Cette liste n’est pas limitative, les frais réclamés devant toutefois être justifiés.
Il convient d’ajouter que les frais de recouvrement ne sont nécessaires au sens de l’artice 10-1 précité que s’ils sortent de la gestion courante du syndic et traduisent des diligences réelles, inhabituelles et nécessaires propres à permettre au syndicat des copropriétaires de recouvrer une créance justifiée à l’encontre d’un copropriétaire défaillant.
En l’espèce, le Syndicat des copropriétaires de la Résidence [Adresse 4] réclame une somme de 969,20 euros au titre de l’article 10-1 de la loi du 10 juillet 1965.
Par conséquent, en l’espèce, ne relèvent pas des dispositions de cet article les frais intitulés
“ CONTENTIEUX”, “RAISON – MISE EN DEMEURE AVOCAT", qui correspondent à des actes élémentaires d’administration de la copropriété faisant partie des fonctions habituelles du syndic, le fait que le contrat de syndic prévoit une rémunération spécifique à titre d’honoraires supplémentaires de cette activité n’en changeant pas la nature.
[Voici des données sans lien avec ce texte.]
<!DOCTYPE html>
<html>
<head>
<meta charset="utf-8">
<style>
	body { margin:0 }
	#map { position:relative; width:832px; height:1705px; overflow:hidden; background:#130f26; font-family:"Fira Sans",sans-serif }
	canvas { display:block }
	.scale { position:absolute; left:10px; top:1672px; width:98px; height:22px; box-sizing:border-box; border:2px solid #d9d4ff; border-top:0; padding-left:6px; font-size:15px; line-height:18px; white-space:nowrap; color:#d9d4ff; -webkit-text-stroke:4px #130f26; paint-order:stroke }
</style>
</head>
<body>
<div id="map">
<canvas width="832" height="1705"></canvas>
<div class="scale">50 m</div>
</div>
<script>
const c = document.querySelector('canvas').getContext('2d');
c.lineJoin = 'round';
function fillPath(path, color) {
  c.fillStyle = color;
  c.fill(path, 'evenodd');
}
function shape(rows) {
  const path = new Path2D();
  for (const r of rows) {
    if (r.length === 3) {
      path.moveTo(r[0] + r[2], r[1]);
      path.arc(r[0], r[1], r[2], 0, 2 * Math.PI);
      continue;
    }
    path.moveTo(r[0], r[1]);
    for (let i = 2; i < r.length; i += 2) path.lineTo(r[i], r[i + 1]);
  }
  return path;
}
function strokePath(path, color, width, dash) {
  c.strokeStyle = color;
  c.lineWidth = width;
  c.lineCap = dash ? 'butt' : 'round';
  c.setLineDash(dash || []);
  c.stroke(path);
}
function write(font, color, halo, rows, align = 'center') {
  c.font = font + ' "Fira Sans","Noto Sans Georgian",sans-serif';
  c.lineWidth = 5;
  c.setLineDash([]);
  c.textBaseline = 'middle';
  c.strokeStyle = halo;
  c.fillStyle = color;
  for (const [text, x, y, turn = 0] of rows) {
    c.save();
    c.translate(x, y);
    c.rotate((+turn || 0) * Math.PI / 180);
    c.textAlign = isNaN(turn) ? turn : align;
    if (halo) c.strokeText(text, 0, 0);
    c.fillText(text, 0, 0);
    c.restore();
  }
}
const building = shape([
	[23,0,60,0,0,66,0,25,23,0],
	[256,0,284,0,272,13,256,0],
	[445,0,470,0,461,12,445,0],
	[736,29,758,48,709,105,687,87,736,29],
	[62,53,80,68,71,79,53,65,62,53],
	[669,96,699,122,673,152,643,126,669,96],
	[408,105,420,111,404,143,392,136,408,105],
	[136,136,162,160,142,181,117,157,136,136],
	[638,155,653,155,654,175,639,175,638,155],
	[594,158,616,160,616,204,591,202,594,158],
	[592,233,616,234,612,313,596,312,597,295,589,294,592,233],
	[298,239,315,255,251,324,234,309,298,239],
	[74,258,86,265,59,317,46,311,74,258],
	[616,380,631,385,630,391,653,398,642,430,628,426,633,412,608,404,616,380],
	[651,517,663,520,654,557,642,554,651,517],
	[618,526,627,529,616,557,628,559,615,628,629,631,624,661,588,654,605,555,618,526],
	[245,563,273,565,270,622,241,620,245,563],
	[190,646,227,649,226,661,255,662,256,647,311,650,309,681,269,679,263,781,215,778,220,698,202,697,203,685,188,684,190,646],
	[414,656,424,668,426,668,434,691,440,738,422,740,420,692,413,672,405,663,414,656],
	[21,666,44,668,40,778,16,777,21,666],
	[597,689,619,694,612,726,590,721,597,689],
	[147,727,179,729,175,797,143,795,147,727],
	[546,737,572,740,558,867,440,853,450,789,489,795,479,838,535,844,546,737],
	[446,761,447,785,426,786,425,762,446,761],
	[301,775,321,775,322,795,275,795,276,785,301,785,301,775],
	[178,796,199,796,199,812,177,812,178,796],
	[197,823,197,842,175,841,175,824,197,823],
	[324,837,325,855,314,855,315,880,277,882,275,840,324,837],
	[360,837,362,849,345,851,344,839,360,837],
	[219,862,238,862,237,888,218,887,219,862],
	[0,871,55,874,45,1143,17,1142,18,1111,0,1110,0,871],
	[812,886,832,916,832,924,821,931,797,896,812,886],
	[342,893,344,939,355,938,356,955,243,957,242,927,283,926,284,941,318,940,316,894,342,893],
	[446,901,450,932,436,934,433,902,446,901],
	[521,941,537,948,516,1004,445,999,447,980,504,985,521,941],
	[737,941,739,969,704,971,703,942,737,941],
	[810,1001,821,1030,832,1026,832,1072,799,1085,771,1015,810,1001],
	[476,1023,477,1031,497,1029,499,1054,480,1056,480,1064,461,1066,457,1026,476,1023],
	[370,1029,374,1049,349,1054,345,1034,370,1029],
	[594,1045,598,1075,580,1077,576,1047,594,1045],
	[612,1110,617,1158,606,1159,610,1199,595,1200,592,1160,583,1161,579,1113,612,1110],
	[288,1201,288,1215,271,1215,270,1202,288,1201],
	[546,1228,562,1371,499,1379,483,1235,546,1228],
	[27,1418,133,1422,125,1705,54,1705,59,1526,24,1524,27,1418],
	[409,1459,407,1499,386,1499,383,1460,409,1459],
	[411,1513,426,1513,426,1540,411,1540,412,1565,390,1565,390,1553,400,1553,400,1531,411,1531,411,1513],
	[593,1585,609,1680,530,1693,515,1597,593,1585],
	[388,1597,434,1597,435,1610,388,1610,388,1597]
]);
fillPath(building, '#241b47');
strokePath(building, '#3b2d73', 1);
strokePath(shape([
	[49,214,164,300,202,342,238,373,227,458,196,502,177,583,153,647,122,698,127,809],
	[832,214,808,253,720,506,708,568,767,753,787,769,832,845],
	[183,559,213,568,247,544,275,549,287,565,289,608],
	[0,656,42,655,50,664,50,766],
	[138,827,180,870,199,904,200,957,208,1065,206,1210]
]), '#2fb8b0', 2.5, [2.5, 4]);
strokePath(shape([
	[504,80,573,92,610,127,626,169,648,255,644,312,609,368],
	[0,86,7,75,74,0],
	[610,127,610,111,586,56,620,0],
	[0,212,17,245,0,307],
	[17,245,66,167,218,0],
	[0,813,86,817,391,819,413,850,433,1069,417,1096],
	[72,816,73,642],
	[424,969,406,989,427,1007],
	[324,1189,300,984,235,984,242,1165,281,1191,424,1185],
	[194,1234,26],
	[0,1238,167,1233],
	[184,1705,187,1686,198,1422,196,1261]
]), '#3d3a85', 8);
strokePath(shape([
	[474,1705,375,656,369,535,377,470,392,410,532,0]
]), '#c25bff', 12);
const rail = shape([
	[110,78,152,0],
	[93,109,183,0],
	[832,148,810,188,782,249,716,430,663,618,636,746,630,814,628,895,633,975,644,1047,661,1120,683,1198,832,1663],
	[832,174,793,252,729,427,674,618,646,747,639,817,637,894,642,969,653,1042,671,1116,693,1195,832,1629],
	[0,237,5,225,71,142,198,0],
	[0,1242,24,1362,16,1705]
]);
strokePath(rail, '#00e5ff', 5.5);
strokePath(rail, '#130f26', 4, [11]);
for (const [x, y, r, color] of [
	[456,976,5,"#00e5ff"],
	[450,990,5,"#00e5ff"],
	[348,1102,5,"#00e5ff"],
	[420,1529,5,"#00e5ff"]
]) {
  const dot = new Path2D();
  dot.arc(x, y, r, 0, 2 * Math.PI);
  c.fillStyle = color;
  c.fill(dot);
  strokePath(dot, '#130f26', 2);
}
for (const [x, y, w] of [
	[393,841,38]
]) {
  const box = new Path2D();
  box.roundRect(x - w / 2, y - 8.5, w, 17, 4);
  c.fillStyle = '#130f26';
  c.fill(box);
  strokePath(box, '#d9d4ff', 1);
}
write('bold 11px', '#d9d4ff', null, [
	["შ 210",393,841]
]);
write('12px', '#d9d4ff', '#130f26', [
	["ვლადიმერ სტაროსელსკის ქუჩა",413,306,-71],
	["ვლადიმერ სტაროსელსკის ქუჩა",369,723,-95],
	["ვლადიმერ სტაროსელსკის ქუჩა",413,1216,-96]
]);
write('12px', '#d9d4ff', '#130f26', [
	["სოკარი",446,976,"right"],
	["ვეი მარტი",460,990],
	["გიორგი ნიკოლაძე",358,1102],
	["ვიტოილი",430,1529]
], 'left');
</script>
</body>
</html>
De plus certains peuvent être récupérés au titre de l’article 700 du code de procédure civile.
Seuls les frais des mises en demeure des 18 juillet 2024 et 19 décembre 2024, d’un montant de 45,60 euros conforme au contrat de syndic, sont justifiés.
M. [P] [V] [I] sera donc condamné au paiement de la somme de 71,20 euros au titre de l’article 10-1 de la Loi du 10 juillet 1965.
Sur les dépens, les frais irrépétibles et l’exécution provisoire :
M. [P] [V] [I], qui succombe, sera condamné aux dépens de l’instance.
Il sera par ailleurs condamné à payer une somme de 1 200 euros au Syndicat des copropriétaires de la Résidence [Adresse 4], par application des dispositions de l’article 700 du code de procédure civile.
Il sera rappelé que la présente décision est exécutoire à titre provisoire en application des dispositions de l’article 481-1-6° du code de procédure civile.
PAR CES MOTIFS
Le tribunal, statuant publiquement selon la procédure accélérée au fond, par jugement réputé contradictoire, mis à disposition au greffe, et en premier ressort.
CONDAMNE M. [P] [V] [I] à payer au Syndicat des copropriétaires de la Résidence [Adresse 4] la somme de 833,09 euros au titre des charges de copropriété impayées, sur la période du 1er juillet 2024 au 1er juillet 2025, appel 3ème trimestre 2025 inclus, avec intérêts au taux légal sur la somme de 316,48 euros à compter du 23 mai 2025, date de la mise en demeure, et pour le surplus à compter 31 juillet 2025, date de l’assignation introductive d’instance, et ce jusqu’à parfait paiement;
CONDAMNE M. [P] [V] [I] à payer au Syndicat des copropriétaires de la Résidence [Adresse 4] la somme de 301,55 euros au titre des charges de copropriété devenues exigibles sur la période du 4ème trimestre 2025, et ce jusqu’à parfait paiement;
ORDONNE la capitalisation des intérêts échus dus au moins pour une année entière dans les conditions prévues par l’article 1343-2 du code civil ;
DEBOUTE le Syndicat des copropriétaires de la Résidence [Adresse 4] de sa demande présentée au titre des dommages et intérêts;
CONDAMNE M. [P] [V] [I] à payer au Syndicat des copropriétaires de la Résidence [Adresse 4] la somme de 71,20 euros au titre de l’article 10-1 de la loi du 10 juillet 1965;
CONDAMNE M. [P] [V] [I] à payer au Syndicat des copropriétaires de la Résidence [Adresse 4] la somme de 1 200,00 euros, en application de l’article 700 du code de procédure civile ;
CONDAMNE M. [P] [V] [I] aux entiers dépens ;
RAPPELLE que l’exécution provisoire est de droit.
Ainsi fait et rendu le TREIZE NOVEMBRE DEUX MILLE VINGT CINQ, par Anne-Simone CHRISTAU, Juge, assistée de Sarah TREBOSC, Greffière, lesquelles ont signé la minute du présent Jugement.